Exercise requirements => Find every line in the records below that contains "serif", and copy it.
==== Record extracts
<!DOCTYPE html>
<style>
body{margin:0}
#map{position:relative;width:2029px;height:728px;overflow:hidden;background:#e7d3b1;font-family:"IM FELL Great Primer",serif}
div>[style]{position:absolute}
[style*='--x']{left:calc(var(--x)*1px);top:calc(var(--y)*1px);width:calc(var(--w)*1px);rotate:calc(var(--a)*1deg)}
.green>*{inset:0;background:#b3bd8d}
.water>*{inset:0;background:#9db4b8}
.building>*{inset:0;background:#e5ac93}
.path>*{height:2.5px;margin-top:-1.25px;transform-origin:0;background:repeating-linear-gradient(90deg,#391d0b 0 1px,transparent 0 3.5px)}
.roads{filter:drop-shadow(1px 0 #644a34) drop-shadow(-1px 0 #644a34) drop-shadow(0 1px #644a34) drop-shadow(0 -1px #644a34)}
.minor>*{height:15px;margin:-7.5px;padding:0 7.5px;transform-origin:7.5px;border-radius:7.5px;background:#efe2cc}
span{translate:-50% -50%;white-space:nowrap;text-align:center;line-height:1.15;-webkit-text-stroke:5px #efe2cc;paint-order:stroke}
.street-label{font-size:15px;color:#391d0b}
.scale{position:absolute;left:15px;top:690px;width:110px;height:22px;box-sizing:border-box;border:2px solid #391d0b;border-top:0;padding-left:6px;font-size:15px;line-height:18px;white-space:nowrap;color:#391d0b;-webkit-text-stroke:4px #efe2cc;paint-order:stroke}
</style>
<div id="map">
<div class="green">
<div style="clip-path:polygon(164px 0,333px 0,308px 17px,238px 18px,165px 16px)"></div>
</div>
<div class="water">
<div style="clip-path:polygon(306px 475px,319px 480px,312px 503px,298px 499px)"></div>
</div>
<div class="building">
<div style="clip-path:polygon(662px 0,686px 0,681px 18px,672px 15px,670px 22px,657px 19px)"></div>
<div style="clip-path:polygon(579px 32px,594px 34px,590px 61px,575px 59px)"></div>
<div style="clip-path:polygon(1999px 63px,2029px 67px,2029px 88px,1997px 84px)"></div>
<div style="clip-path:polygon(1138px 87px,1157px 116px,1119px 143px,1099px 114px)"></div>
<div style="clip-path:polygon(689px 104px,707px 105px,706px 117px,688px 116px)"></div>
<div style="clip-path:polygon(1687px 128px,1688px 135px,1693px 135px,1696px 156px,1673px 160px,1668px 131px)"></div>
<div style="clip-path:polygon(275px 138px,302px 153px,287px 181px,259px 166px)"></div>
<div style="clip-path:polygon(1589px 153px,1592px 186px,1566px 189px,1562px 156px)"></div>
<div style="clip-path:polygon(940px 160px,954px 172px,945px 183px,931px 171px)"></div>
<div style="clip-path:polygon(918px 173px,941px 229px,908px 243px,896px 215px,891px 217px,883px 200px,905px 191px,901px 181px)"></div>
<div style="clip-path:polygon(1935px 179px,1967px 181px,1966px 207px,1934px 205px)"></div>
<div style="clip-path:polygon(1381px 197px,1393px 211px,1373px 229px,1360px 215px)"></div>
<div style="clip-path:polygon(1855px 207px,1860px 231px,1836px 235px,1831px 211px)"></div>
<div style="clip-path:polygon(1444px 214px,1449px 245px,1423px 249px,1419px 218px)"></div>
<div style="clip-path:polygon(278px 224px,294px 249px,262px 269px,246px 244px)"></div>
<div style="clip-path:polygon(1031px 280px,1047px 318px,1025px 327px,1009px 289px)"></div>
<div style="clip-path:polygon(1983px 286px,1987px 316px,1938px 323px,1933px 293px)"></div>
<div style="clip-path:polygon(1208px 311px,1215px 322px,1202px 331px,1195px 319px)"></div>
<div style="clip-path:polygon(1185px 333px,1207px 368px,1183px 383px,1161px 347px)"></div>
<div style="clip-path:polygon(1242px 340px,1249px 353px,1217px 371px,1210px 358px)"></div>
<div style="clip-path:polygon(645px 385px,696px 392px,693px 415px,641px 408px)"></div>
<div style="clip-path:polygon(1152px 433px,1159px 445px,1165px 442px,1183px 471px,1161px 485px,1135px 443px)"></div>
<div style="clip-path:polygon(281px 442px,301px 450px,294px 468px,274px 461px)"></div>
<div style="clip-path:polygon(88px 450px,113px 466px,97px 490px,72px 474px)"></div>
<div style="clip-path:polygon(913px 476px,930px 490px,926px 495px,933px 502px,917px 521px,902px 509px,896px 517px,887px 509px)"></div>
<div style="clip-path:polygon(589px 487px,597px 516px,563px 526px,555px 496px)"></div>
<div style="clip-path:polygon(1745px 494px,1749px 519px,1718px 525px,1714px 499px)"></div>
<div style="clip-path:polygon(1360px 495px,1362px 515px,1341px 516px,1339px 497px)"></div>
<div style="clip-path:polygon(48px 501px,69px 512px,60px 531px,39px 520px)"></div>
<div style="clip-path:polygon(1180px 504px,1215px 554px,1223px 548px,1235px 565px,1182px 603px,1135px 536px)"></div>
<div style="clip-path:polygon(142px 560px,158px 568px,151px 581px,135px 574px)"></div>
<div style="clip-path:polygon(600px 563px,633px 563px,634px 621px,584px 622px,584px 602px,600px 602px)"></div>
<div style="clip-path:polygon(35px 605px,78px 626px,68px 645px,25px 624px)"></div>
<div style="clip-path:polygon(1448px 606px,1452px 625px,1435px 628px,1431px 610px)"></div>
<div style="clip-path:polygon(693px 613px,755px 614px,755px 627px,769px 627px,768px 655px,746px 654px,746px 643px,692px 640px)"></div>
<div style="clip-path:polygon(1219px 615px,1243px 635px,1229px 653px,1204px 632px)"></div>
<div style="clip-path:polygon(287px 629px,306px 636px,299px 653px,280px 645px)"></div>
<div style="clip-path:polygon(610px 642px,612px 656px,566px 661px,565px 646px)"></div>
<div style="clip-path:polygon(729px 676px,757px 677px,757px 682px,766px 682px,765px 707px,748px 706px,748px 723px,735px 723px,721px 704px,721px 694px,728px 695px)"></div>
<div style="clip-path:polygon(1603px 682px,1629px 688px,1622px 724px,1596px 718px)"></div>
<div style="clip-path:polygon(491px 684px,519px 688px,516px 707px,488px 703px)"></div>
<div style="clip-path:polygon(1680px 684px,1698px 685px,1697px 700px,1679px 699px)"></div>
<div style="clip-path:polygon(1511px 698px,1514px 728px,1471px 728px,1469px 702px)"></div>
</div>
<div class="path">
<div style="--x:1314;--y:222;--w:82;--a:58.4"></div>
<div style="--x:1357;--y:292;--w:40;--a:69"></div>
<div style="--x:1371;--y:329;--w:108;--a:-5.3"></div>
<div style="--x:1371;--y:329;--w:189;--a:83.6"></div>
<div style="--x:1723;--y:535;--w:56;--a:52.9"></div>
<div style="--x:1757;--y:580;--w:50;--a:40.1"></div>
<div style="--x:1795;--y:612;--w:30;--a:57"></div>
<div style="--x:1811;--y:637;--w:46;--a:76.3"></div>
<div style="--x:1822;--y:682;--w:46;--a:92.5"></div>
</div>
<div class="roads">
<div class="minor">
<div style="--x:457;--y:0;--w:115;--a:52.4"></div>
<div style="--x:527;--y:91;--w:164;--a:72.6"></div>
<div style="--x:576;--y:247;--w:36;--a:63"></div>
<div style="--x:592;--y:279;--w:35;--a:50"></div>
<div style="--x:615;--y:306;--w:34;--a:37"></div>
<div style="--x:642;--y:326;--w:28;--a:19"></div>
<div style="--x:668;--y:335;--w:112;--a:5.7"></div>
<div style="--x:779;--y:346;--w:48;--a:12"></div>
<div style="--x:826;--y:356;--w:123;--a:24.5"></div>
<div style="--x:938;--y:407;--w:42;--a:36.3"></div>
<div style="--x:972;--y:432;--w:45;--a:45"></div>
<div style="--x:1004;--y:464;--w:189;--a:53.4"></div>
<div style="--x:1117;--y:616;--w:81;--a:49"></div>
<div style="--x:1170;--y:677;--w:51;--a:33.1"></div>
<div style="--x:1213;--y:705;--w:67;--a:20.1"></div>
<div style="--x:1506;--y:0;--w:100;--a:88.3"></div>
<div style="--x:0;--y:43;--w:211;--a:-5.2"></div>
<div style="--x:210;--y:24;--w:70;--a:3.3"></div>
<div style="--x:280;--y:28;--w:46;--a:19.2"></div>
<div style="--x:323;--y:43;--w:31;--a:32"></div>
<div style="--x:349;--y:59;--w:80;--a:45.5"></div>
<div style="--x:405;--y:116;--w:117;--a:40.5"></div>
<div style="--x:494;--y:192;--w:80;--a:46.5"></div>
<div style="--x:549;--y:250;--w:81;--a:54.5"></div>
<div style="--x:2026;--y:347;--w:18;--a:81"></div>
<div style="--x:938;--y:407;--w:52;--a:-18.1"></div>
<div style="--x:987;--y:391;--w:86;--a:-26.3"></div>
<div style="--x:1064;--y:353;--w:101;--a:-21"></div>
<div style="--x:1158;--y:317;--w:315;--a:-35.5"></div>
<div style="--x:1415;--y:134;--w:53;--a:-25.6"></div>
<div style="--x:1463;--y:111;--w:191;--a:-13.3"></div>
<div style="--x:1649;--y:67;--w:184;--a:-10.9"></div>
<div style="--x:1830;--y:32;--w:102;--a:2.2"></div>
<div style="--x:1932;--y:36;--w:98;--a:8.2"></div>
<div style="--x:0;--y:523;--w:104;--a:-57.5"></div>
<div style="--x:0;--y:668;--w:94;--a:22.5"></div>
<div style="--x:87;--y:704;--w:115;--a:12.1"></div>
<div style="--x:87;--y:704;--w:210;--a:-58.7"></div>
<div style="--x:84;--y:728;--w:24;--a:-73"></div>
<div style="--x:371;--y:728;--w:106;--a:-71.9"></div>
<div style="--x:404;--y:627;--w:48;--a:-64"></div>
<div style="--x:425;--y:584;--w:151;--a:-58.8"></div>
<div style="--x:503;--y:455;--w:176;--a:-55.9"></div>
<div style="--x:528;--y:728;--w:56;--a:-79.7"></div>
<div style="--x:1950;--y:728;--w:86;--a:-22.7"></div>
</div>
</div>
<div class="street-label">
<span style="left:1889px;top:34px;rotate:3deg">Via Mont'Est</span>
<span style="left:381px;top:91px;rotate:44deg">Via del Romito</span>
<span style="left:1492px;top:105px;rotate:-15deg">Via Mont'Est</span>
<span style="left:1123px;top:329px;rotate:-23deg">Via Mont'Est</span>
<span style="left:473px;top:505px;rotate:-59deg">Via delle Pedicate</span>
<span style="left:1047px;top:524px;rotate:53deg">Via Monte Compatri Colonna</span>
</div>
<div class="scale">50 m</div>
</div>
========
==== Record extracts
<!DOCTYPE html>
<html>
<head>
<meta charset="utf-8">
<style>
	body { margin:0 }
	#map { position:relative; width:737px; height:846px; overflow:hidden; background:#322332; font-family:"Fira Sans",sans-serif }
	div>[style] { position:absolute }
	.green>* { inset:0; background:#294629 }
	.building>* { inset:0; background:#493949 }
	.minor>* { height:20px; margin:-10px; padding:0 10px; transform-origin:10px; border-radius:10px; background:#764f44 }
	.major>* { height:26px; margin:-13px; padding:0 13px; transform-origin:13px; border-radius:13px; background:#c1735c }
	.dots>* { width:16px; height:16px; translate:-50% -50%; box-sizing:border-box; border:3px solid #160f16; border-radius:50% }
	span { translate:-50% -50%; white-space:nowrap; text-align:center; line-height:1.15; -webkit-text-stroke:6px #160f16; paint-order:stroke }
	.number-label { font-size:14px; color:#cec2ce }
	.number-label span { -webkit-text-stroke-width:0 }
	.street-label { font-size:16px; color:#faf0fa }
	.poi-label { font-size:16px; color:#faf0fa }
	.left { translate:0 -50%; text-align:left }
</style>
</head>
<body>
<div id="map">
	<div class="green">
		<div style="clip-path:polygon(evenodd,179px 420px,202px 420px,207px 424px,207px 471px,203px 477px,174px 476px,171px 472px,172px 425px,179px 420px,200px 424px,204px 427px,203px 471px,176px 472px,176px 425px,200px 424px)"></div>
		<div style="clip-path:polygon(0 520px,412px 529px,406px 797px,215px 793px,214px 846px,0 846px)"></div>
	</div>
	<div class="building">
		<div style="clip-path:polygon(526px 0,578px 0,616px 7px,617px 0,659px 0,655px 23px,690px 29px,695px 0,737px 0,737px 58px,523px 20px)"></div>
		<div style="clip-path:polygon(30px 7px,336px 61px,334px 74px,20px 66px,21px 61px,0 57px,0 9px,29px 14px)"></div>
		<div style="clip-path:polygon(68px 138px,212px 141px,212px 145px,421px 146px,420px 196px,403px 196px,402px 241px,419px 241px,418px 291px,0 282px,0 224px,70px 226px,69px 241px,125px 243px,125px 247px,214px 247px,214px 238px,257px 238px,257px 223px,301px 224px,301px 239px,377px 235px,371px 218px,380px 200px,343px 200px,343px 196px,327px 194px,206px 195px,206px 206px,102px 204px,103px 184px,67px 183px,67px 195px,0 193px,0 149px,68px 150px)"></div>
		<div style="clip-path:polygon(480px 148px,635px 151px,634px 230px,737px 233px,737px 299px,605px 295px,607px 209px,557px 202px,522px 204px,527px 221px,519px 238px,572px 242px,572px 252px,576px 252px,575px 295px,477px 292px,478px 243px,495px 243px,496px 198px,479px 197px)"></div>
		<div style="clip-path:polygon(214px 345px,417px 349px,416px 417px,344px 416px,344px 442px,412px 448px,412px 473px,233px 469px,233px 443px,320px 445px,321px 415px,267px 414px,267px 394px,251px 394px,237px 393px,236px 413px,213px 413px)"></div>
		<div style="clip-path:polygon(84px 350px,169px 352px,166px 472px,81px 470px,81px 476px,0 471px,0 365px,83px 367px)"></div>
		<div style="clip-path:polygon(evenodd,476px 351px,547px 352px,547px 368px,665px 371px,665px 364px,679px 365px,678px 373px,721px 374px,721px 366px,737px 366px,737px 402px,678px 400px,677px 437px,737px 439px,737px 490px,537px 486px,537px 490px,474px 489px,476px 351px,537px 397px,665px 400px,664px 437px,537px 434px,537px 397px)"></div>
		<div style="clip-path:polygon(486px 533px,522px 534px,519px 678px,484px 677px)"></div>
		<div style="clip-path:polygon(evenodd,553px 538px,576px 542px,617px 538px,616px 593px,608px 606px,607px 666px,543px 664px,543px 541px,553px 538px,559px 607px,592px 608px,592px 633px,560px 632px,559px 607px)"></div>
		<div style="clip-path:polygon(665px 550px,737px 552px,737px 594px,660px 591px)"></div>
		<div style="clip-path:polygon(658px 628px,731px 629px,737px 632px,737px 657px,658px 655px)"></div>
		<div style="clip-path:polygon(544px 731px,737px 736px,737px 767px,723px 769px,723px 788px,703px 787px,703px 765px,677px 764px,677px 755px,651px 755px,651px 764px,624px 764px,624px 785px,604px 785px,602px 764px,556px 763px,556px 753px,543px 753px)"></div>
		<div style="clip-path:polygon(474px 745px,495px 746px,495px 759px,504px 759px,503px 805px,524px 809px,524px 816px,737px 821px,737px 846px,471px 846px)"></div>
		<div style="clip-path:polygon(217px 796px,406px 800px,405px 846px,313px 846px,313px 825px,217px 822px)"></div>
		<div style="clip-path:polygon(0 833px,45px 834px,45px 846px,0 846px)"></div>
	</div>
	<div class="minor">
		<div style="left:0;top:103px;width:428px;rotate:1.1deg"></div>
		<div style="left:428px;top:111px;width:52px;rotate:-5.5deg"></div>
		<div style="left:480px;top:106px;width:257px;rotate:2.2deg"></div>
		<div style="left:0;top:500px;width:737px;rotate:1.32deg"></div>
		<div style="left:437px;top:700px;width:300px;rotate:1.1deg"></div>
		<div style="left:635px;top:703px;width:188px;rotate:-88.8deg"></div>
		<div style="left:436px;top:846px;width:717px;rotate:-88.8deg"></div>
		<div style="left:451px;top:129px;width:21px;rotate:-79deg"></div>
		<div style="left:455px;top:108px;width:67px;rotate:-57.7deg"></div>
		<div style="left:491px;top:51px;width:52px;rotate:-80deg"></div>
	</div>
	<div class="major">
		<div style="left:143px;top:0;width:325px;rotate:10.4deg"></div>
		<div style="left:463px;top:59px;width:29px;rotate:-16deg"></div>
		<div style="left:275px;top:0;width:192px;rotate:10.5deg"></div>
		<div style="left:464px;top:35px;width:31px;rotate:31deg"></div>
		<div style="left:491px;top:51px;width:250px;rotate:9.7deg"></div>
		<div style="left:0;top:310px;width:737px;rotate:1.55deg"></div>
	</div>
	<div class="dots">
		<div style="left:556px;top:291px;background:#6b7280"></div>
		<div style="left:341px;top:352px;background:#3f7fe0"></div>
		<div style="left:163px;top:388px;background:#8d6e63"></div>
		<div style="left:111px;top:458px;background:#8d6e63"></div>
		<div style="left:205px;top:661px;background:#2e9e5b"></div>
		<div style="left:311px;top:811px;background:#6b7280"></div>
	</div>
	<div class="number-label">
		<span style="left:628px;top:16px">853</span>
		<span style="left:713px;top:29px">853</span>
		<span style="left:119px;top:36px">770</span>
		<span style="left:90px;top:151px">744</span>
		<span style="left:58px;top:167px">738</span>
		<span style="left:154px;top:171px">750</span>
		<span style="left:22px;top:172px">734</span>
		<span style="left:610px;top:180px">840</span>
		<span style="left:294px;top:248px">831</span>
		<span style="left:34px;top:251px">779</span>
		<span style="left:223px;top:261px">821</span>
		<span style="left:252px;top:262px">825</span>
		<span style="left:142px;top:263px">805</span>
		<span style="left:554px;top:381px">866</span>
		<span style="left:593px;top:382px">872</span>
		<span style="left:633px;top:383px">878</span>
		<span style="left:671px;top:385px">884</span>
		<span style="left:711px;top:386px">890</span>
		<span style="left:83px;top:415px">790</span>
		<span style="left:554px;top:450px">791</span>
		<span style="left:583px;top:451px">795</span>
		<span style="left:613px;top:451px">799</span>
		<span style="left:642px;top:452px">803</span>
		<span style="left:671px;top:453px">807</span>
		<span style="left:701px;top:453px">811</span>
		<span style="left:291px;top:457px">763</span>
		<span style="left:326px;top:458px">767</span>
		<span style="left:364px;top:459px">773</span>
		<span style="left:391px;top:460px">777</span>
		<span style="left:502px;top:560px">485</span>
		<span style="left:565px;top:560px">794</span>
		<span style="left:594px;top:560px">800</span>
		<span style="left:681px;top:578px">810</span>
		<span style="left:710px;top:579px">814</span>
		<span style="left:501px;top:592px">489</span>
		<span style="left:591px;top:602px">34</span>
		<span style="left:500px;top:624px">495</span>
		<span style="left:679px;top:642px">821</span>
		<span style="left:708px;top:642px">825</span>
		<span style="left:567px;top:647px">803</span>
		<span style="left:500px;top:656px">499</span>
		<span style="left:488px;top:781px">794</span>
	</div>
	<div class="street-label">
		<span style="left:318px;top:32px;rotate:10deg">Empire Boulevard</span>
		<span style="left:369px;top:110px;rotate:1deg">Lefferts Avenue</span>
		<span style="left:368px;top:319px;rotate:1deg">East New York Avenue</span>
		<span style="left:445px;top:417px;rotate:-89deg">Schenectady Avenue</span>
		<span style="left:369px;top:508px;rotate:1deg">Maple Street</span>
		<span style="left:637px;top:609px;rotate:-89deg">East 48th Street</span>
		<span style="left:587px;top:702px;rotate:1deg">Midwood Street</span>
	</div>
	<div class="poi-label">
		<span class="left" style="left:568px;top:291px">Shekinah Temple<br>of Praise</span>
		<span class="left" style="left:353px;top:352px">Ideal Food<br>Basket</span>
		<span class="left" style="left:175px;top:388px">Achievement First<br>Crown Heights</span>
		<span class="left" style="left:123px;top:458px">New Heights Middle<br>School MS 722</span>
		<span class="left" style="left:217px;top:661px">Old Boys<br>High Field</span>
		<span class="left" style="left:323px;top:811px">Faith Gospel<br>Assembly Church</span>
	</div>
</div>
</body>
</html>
========
Output =>
#map{position:relative;width:2029px;height:728px;overflow:hidden;background:#e7d3b1;font-family:"IM FELL Great Primer",serif}
	#map { position:relative; width:737px; height:846px; overflow:hidden; background:#322332; font-family:"Fira Sans",sans-serif }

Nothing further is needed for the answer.